A more somber-looking John Kerry told reporters that “one meeting and a change in tone” does not answer questions about Iran’s nuclear work. Another senior US official said “the proof is in the pudding quite frankly, or the devil is in the details, whichever aphorism you want to use” for what comes next.

The main issue dividing the two sides is Iran’s program to enrich uranium, which can produce either reactor fuel or, if carried further, the explosive core of an atomic bomb. The United States wants Iran to cease medium-level enrichment, which produces uranium closer to weapon-grade, as a confidence-building measure. Iran, on the other hand, wants the first step to include lifting all sanctions against it, including banking and oil sanctions which have crippled the Iranian economy. Beyond this debate over first steps, there is an even greater issue. The United States wants Iran to suspend enrichment altogether as part of any final deal. That’s something Iran refuses to do, especially since it has over the past decade managed to build one huge and one smaller enrichment facility. The facts on the ground will be hard for the United States to dismiss at this point.

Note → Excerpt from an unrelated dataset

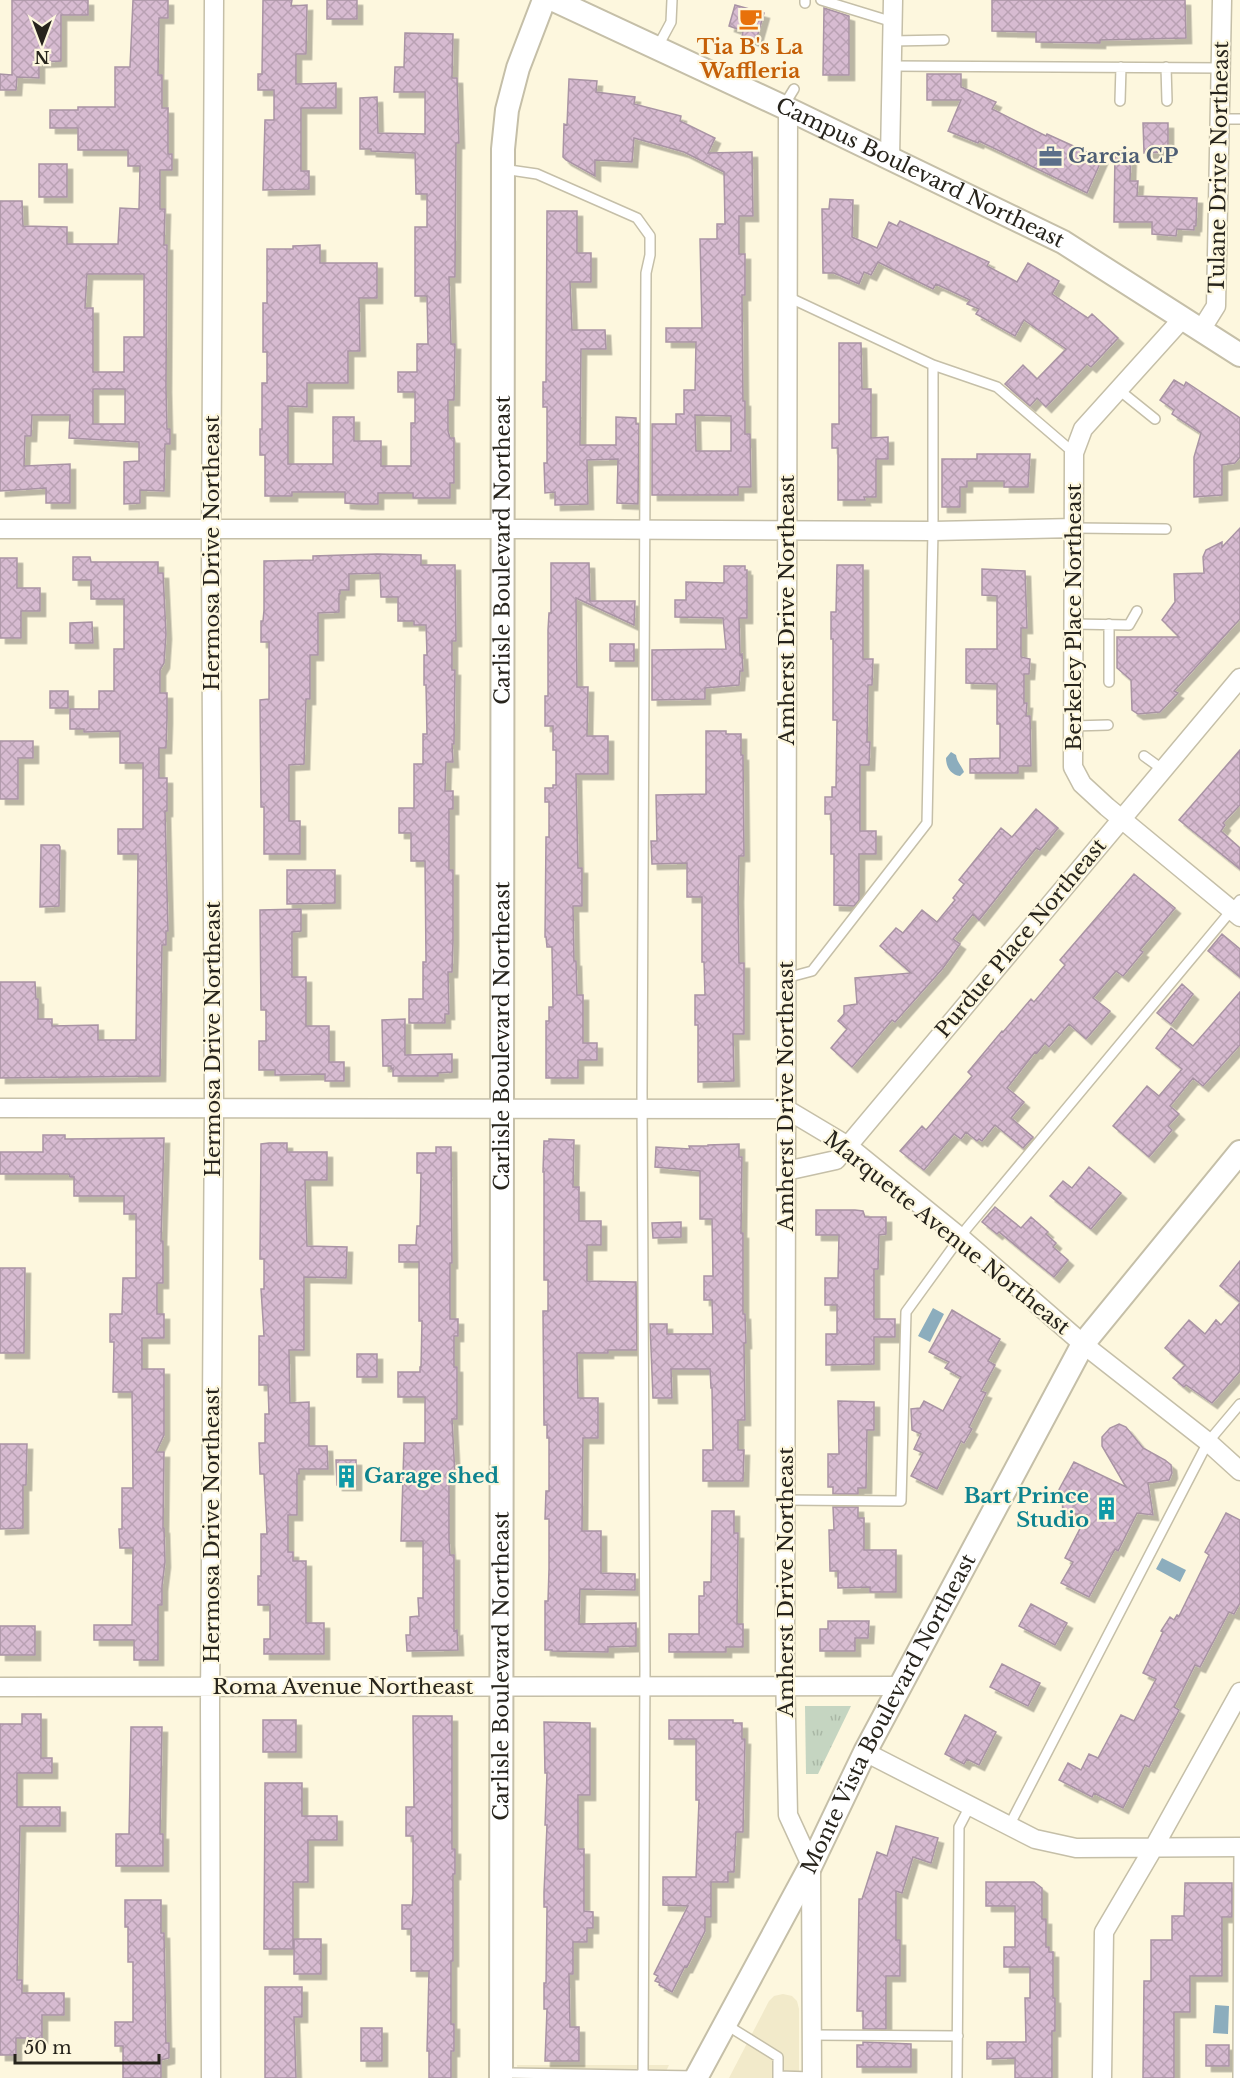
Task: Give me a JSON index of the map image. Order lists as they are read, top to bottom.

These and other differences have turned some dramatic diplomacy, including Iranian meetings with the P5+1 in Baghdad and Kazakhstan, into non-starters. What is new this time is that the two sides may manage not to be bound by proposals, which they read at each other like manifestos, but to achieve a level of pragmatism and amiability which will allow them to push polemic aside and hammer out a compromise.

Rouhani claims to have the full support of Iran’s Supreme Leader Ali Khameini, the real power in the Islamic Republic. The alternatives for the future are simple. Either the new dynamic displayed in New York will carry the day or diplomacy will prove to be stillborn, as it has in the past. The upcoming Geneva meeting, which may possibly include foreign ministers, should be the litmus test for this.